During time $t$, a star at declination $\delta$ moves for an angle of $\frac{360^{\circ} \times t \times cos \delta}{24 hours}$. If (i) a $f$mm lens focuses at infinity, (ii) a star moves for an angle of $\alpha$ and (iii) it’s at the center of the picture, then its image on the CCD sensor will move for $f \times \alpha \times \pi / 180^{\circ}$. The Polaris’ declination is about $90^{\circ}$ and the Orion constellation’s declination is around $[-10^{\circ}, 10^{\circ}]$.

Putting them together, the star’s image on the CCD will move for $t \times cos \delta \times f \times 2\pi / 24 hours$ mm. For instance, if we use 30s shutter speed and a standard 50mm lens to shoot Orion, the length of the trail will be 0.1mm on the camera CCD.

Now, the question is, whether a 0.1mm trail on the CCD is noticeable on the final photo? It’s hard to answer as it depends on several factors: size and resolution of the print, resolution of the sensor and resolving power of the lens. Fortunately, this has been well studied in the optics community. The circle of confusion (CoC) measures the largest blur spot that is indistinguishable from a point. This can be rephrased in our flavour by substituting “largest blur spot” to “longest trail”. A widely used CoC is d/1500, where d is the diagonal of the sensor. For example, for full frame (d= 43mm), CoC = 0.029mm, thus 0.1mm is quite noticeable. I found d/1500 tends to be too large for today’s high resolution camera. Moreover, I usually crop a bit. I’m more comfortable with d/2000.

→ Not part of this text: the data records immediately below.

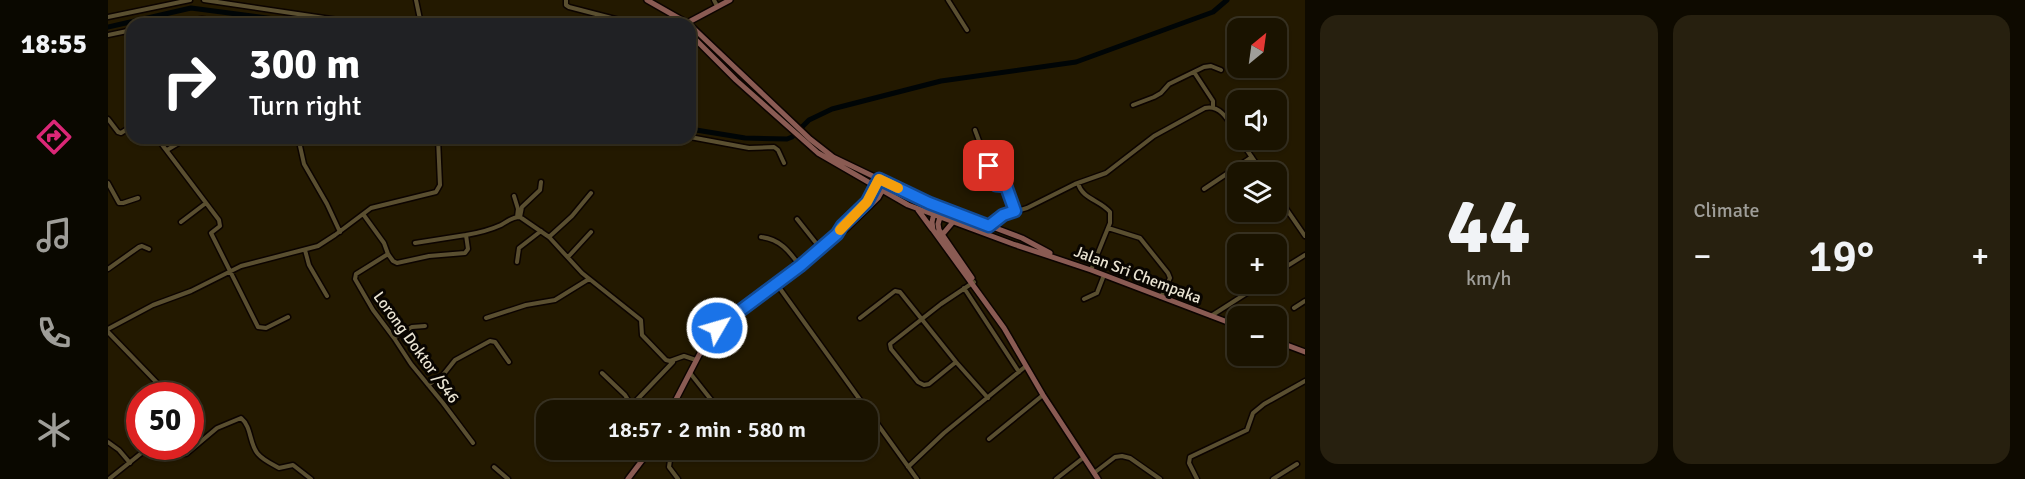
<!DOCTYPE html>
<html lang="en">
<head>
<meta charset="utf-8">
<style>
	body { margin:0; font-family:Signika,sans-serif; background:#27200f; color:#f1f3f6; height:100vh; display:flex; flex-direction:column; font-size:22px; white-space:nowrap }
	* { box-sizing:border-box; margin:0 }
	p { font-size:20px; color:#9f9e99 }
	.icon { flex:none; width:33px; height:33px; fill:none; stroke:currentColor; stroke-width:2; stroke-linecap:round; stroke-linejoin:round }
	.map { position:relative; flex:1; overflow:hidden }
	.side { display:flex; flex-direction:column; gap:15px; padding:15px; background:#0e0a00; width:720px }
	.side>* { flex:none }
	.guide { position:absolute; left:18px; top:18px; width:570px; height:126px; border-radius:18px; box-shadow:0 2px 4px #0004,0 0 0 2px #383222; background:#202124; color:#fff; overflow:hidden }
	.needle { width:39px; rotate:29deg }
	.tools { position:absolute; left:1119px; top:18px; display:grid; gap:12px }
	.tools a { display:grid; place-items:center; width:60px; height:60px; border-radius:12px; background:#1a1300; box-shadow:0 2px 4px #0004,0 0 0 2px #383222; font-size:30px }
	.speed { position:absolute; left:18px; top:382px; display:flex; gap:12px; font-size:30px; font-weight:700; text-align:center }
	.speed>* { display:grid; place-content:center; width:78px; height:78px; border-radius:50%; background:#1a1300; box-shadow:0 2px 4px #0004,0 0 0 2px #383222; line-height:1 }
	.speed .limit { border:9px solid #d22; background:#fff; color:#111 }
	.pin { position:absolute; display:grid; place-items:center; width:51px; height:51px; color:#fff; margin:-26px; border-radius:12px; box-shadow:0 3px 9px #0006 }
	.me { position:absolute; width:66px; margin:-33px; rotate:52deg; stroke-linejoin:round; filter:drop-shadow(0 0 4px #0008) }
	.turn { display:flex; align-items:center; gap:21px; height:126px; padding:0 24px; font-size:27px }
	.turn .icon { width:78px; height:78px; stroke-width:2.5 }
	.turn b { display:block; font-size:42px; line-height:51px }
	.big { font-size:45px; font-weight:600; line-height:1.1 }
	.side .card { flex:1; display:flex; flex-direction:column; justify-content:center; gap:9px; min-width:0; padding:0 21px; border-radius:18px; background:#27200f }
	.side .dial { align-items:center; gap:0 }
	.dial b { font-size:78px; line-height:1 }
	.heat { display:flex; justify-content:space-between; align-items:center; font-size:33px; direction:ltr }
	.side .tiles { flex:1; display:grid; gap:15px; grid-template-columns:repeat(2,1fr) }
	.trip { position:absolute; left:428px; top:400px; width:342px; height:60px; border-radius:18px; background:#1a1300; box-shadow:0 2px 4px #0004,0 0 0 2px #383222; font-weight:600; line-height:60px; text-align:center }
	main { display:flex; flex:1; min-height:0 }
	.tab-bar { display:flex; flex-direction:column; width:108px; justify-content:space-around; align-items:center; background:#0a0800; color:#9f9e99 }
	.tab-bar .icon { width:42px; height:42px }
	.tab-bar .on { color:#db2777 }
	.tab-bar b { font-size:27px; color:#f1f3f6 }
	.map>svg:first-child { display:block }
</style>
</head>
<body>
<main>
<nav class="tab-bar">
<b>18:55</b>
<svg class="icon on" aria-label="directions" viewBox="0 0 24 24"><path d="M12 3l9 9-9 9-9-9zM9 14v-3h6M13 9l2 2-2 2"/></svg>
<svg class="icon" aria-label="music" viewBox="0 0 24 24"><path d="M9 18V5l10-2v13"/><circle cx="6" cy="18" r="3"/><circle cx="16" cy="16" r="3"/></svg>
<svg class="icon" aria-label="phone" viewBox="0 0 24 24"><path d="M5 4h4l2 5-3 2q2 4 5 5l2-3 5 2v4C11 20 4 13 5 4z"/></svg>
<svg class="icon" aria-label="climate" viewBox="0 0 24 24"><path d="M12 3v18M4 7l16 10M4 17L20 7"/></svg>
</nav>
<div class="map">
<svg width="1197" height="479" viewBox="0 0 1197 479">
	<rect width="100%" height="100%" fill="#231900"/>
	<g fill="none" stroke-linecap="round" stroke-linejoin="round">
		<path stroke="#000506" stroke-width="5" d="M0,27L83,8L204,24
			M582,129L637,138L679,139L684,137L701,120L724,109L833,81L968,62L1105,12L1119,0"/>
		<defs>
			<path id="street" d="M96,0L257,24
				M308,0L313,24
				M458,0V5L461,7L515,21
				M606,0L609,6
				M840,0L859,30
				M0,17L82,0
				M54,24L94,19L135,24
				M489,24L491,15
				M0,35L24,30
				M1086,72L1105,101V107
				M1025,105L1046,97L1053,93L1061,84L1096,67L1103,66L1113,70
				M0,119L10,132L13,133L24,126
				M867,130L887,184L897,185L907,211
				M582,137L641,148L666,147L670,150L676,163
				M49,138L111,220L112,226L103,233L150,327L158,328L180,317
				M1132,140L1154,172
				M192,146L196,164L219,204L232,232
				M59,150L79,138
				M0,183L11,203H15L30,198
				M970,183C974,199 992,200 1002,212V223L983,270
				M1096,189L1144,157
				M1168,194L1197,236
				M406,196L410,209L409,217
				M255,214L276,243L280,254L248,274L247,279L265,310L286,338L303,364L335,403L365,443
				M412,217L414,207L432,190L433,182
				M689,219L712,248
				M73,222L98,203
				M882,226L895,215L919,208L967,184L998,173L1046,136L1097,108C1114,104 1122,124 1130,136
				M1000,228L1032,238L1060,273L1062,278L1053,297
				M441,237L464,216L483,193
				M653,237C672,239 681,251 692,266
				M307,243L358,235
				M197,250L201,265L219,296
				M280,254L285,261L289,263L321,256L357,253L360,249L358,235C370,233 382,230 393,225C400,221 404,217 412,217L441,237L474,273L533,320L534,335L558,360L562,361L576,356L588,360
				M460,257L483,232
				M409,262L411,248L433,231
				M0,269L31,247L34,246L41,249
				M1168,273L1197,255
				M668,283L809,479
				M856,288L911,372
				M976,299L989,293L996,275
				M1186,308L1197,301
				M1103,316L1153,284
				M378,318L418,305L447,300L481,279
				M752,318L787,291L792,292L848,362L880,398
				M0,329L45,305L83,291L133,266L210,246L227,235L263,208L328,192L332,185L330,138
				M0,332L56,390L49,396
				M286,338L304,327L317,326
				M848,362L821,384L816,385L810,382L783,349L782,344L833,304L866,282
				M494,373L517,395L527,411
				M582,373L612,411
				M320,385L335,375L347,360L382,341L387,342L401,362
				M523,406L565,362
				M881,439L935,395
				M0,442L11,450L22,463
				M68,447L74,454H78L109,428L133,418C144,427 141,444 150,454C155,460 164,464 171,468L185,465L203,479
				M568,450L562,460L561,467L570,479
				M386,467L400,479
				M800,467L836,433L918,366
				M986,473L1007,457L1014,456L1022,458L1052,479
				M1,479L41,447
				M948,479L975,458
				M1089,479L1081,463L1082,457L1139,430L1145,413L1156,404L1197,381
				M1165,479L1189,464"/>
			<path id="secondary" d="M539,0L581,24
				M577,24L622,0
				M582,25L702,139L725,157L821,203L914,238L942,253
				M582,34L628,80L710,153L800,205L905,244L983,270L1130,326
				M810,210L824,229
				M826,213L824,222L825,230L896,328L935,395L990,479
				M832,217L830,224L831,230L864,278
				M730,233L759,202L771,179
				M834,235L845,222
				M1168,341L1197,352
				M562,411L601,336L642,302L692,266L729,234L738,229L770,198L775,189
				M520,479L542,450"/>
		</defs>
		<use href="#street" stroke="#0c0400" stroke-width="7"/>
		<use href="#secondary" stroke="#0c0400" stroke-width="8"/>
		<use href="#street" stroke="#5a4f30" stroke-width="4"/>
		<use href="#secondary" stroke="#8a5b53" stroke-width="5"/>
	</g>
	<g fill="none" stroke-linecap="round" stroke-linejoin="round">
		<defs>
			<path id="route" d="M609,328L692,266L729,234L734,226L759,202L771,179L821,203L881,226L895,215L907,211L898,186L888,185L881,166"/>
		</defs>
		<use href="#route" stroke="#114b97" stroke-width="15"/>
		<use href="#route" stroke="#1a73e8" stroke-width="10"/>
		<path stroke="#f59e0b" stroke-width="10" d="M732,230L759,202L771,179L790,188"/>
	</g>
	<g text-anchor="middle" stroke-width="6" stroke-linejoin="round" paint-order="stroke">
		<g font-size="16" fill="#e9e3d2" stroke="#090500">
			<text transform="translate(1030 274) rotate(21)" y="6">Jalan Sri Chempaka</text>
			<text transform="translate(309 347) rotate(54)" y="6">Lorong Doktor /S46</text>
		</g>
	</g>
</svg>
<div class="tools">
<a><svg class="needle" viewBox="-14 -14 28 28"><path d="M0-13l5 13h-10z" fill="#e53935"/><path d="M0 13l5-13h-10z" fill="#9f9e99"/></svg></a>
<a><svg class="icon" aria-label="sound" viewBox="0 0 24 24"><path d="M4 9h4l5-4v14l-5-4H4zM17 9q2 3 0 6"/></svg></a>
<a><svg class="icon" aria-label="layers" viewBox="0 0 24 24"><path d="M12 4l9 5-9 5-9-5zM3 14l9 5 9-5"/></svg></a>
<a>+</a>
<a>−</a>
</div>
<div class="speed"><div class="limit">50</div></div>
<div class="pin" style="left:881px;top:166px;background:#d93025"><svg class="icon" aria-label="arrive" viewBox="0 0 24 24"><path d="M6 21V4h12l-3 4 3 4H6"/></svg></div>
<svg class="me" style="left:609px;top:328px" viewBox="-20 -20 40 40"><circle r="17" fill="#1a73e8" stroke="#fff" stroke-width="3"/><path d="M0-11L8 9 0 5-8 9z" fill="#fff"/></svg>
<div class="trip">18:57 · 2 min · 580 m</div>
<div class="guide">
<div class="turn"><svg class="icon" aria-label="right" viewBox="0 0 24 24"><path d="M7 20v-9h11M14 6l5 5-5 5"/></svg><div><b>300 m</b>Turn right</div></div>
</div>
</div>
<section class="side">
<div class="tiles">
<div class="card dial"><b>44</b><p>km/h</p></div>
<div class="card"><p>Climate</p>
<div class="heat"><a>−</a><b class="big">19°</b><a>+</a></div>
</div>
</div>
</section>
</main>
</body>
</html>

We now can compute the longest shutter speed $t$:

$\frac{t \times cos \delta \times f \times 2\pi}{24 hours} = \frac{d}{2000}$

$t = \frac{d \times 24 hours}{2000 \times cos \delta \times f \times 2\pi}$

Here is a table for some configurations:

$f$ $\delta$ $d$ max $t$
14mm $0^{\circ}$ 43mm (full frame) 21s
50mm $0^{\circ}$ 43mm (full frame) 6s
500mm $0^{\circ}$ 43mm (full frame) 0.6s
50mm $0^{\circ}$ 28mm (APS-C) 4s
4.1mm $0^{\circ}$ 5mm (iPhone 5S) 6s
50mm $90^{\circ}$ 43mm (full frame) $\infty$

A general rule of thumb is $300/F$ sec where $F$ is the 35 mm equivalent focal length.